I'm new to programming (just started!) and have hit a wall recently. I am making a fansite for World of Warcraft, and I want to link to a popular site (wowhead.com). The following page shows what I'm trying to figure out: http://www.wowhead.com/?talent#ozxZ0xfcRMhuVurhstVhc0c
From what I understand, the "ozxZ0xfcRMhuVurhstVhc0c" part of the link is a hash. It contains all the information about that particular talent spec on the page, and changes whenever I add or remove points into a talent. I want to be able to recreate this part, so that I can then link my users directly to wowhead to view their talent trees, but I havn't the foggiest idea how to do that. Can anyone provide some guidance?

The first character indicates the class:
0 Druid
c Hunter
o Mage
s Paladin
b Priest
f Rogue
h Shaman
I Warlock
L Warrior
j Death Knight
The remaining characters indicate where in each tree points have been allocated. Each tree is separate, delimited by 'Z'. So if e.g. all the points are in the third tree, then the 2nd and 3rd characters will be "ZZ" indicating "end of first tree" and "end of second tree".
To generate the code for a given tree, split the talents up into pairs, going left-to-right and top-to-bottom. Each pair of talents is represented by a single character. So for example, in the DK's Blood tree segment, the first character will indicate the number of points allocated to Butchery and Subversion, and the second character will stand for Blade Barrier and Bladed Armor.
What character represents each allocation among the pair? I'm sure there's an algorithm, probably based on the ASCII character set, but all I've worked out so far is this lookup table. Find the number of points in the first talent along the top, and the number of points in the second talent along the left side. The encoded character is at the intersection.
0 1 2 3 4 5
0 0 o b h L x
1 z k d u p t
2 M R r G T g
3 c s f I j e
4 m a w N n v
5 V q i A y E
So if our Death Knight has one point in Butchery and two points in Subversion, the first character is 'R'. If instead we put no points in those two and five in Blade Barrier, the first two characters will be "0x". Trailing '0's (all the other pairs in the tree with no points allocated) can be omitted, as can trailing 'Z' delimiters (when there are no points in the subsequent trees). For one final example, the entire code for a DK with just a single point in Toughness would be "jZ0o": "Death Knight", "End of the first tree", "No points in the first pair of talents", "one point in the first talent of the second pair".
Can anyone work out what function generates the lookup table above? There's probably a clue in the codes for the classes: in alphabetical order (except for the DK which was added to the game after the others), they correspond to a series in the lookup table of (0,0), (0,3), (1,0), (1,3), (2,0), etc.

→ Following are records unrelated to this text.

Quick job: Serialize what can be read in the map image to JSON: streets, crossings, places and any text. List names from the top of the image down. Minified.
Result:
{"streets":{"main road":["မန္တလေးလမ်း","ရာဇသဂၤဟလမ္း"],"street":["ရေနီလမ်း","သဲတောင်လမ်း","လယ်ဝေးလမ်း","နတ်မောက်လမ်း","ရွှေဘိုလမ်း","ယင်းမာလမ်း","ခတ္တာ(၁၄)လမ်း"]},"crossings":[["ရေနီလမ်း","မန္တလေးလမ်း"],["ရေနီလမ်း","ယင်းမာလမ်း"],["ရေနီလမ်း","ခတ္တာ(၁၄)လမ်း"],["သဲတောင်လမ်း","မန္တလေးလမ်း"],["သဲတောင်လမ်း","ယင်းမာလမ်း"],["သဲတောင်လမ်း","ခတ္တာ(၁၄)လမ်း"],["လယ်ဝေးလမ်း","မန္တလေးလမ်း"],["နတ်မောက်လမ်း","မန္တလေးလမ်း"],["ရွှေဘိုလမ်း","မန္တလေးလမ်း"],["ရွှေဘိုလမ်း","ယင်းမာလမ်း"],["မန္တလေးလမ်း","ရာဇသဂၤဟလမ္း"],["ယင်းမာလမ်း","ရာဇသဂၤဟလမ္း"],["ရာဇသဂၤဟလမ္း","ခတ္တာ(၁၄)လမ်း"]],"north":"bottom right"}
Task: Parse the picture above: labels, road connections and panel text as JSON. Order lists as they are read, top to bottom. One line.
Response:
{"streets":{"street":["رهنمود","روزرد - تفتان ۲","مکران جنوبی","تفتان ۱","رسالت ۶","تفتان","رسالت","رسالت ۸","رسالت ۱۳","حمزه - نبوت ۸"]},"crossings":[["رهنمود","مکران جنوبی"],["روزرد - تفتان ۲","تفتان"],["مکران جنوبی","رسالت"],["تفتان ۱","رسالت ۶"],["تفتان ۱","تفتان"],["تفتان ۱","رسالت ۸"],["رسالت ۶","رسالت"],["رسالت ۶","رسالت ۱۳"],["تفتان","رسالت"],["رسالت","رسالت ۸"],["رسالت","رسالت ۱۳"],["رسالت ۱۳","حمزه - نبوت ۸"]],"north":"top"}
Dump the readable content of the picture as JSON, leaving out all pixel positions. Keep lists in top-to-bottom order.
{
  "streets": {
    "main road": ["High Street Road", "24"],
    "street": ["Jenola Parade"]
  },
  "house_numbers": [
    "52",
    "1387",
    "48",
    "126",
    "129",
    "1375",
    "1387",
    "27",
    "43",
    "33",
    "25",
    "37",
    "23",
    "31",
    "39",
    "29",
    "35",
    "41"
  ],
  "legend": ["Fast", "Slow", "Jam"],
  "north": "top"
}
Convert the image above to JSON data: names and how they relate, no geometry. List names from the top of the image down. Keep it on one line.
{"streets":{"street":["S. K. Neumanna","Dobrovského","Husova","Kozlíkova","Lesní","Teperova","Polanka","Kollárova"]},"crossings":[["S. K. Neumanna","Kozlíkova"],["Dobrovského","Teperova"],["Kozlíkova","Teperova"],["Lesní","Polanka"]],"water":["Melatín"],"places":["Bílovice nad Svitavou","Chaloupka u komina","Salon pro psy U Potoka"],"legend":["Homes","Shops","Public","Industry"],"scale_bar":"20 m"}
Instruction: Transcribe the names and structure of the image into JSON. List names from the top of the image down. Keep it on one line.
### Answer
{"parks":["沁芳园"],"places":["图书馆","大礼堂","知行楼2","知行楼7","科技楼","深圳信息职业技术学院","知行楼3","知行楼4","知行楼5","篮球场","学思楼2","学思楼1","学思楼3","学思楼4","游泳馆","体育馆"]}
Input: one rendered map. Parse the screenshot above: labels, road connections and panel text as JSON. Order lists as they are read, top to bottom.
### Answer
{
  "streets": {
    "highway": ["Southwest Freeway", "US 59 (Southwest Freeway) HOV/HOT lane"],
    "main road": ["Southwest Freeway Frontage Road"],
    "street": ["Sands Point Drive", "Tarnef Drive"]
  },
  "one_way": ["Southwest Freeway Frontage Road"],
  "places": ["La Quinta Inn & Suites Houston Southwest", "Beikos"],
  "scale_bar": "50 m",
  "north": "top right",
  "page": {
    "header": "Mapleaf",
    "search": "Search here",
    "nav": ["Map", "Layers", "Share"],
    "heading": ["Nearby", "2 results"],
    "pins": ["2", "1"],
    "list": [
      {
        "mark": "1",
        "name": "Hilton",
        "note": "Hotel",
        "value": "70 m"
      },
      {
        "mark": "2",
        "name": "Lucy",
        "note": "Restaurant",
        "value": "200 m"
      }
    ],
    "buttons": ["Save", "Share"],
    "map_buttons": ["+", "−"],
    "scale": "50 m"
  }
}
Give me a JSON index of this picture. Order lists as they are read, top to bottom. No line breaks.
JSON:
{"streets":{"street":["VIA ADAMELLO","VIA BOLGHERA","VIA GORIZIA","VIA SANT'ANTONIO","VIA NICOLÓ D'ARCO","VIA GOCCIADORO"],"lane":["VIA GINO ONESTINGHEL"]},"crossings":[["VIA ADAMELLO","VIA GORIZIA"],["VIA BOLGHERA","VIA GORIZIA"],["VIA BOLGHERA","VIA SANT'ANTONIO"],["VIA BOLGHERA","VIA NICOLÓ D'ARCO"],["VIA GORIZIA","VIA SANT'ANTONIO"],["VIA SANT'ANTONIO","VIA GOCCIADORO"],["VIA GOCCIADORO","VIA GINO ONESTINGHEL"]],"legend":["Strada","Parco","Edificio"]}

If you go to http://www.wowhead.com/?talent and start using the talent tree you can see the mysterious code being built up in the address bar as you click on the various boxes. So it's definitely not a hash but some kind of encoded structure data.
As the code is built up as you click the logic for building the code will be in the JavaScript on that page.
So my advice is do a view source on the page, download the JavaScript files and have a look at them.

I think it isn't a hash value, because hash values are normally one-ways values. This means you cannot (easily) restore the original information from which the hash code was generated.
Best thing would be to contact someone from wowhead.com and ask them how to interpret this information. I am sure they will help you out with some information about what type of encoding they use for the parameters. But without any help of the developers from wowhead.com it is almost impossible to figure out what information is encoded into this parameter.
I am not even sure the parameter you mentioned contains the talents of your character. Maybe it's just a session id or something like that. Take a look into the post data your browser sends to the server, it may contain a hidden field with the value you are searching for (you can use Tamper Data Firefox Addon).

I don't think ozxZ0xfcRMhuVurhstVhc0c is a hash value. I think it is a key (probably encrypted/encoded in some way). The server uses this key to retrieve information from it database. Since you don't have access to the database you don't know which key is needed, let alone how to encode it.

You need the original function that generates the hash.
I don't think that's public though :(
Check this out: hash wikipedia
Good luck learning how to program!

These hashes are hard to 'reverse engineer' unless you know how it was generated.
For example, it could be:
s1 = "random_string-" + score;
hash = encrypt(s1)
...etc
so it is hard to get the original data back from the hash (that is the whole point anyway).
your best bet would be link to the profile that would have the latest score ..etc

Related

I can't understand the behaviour of btrim()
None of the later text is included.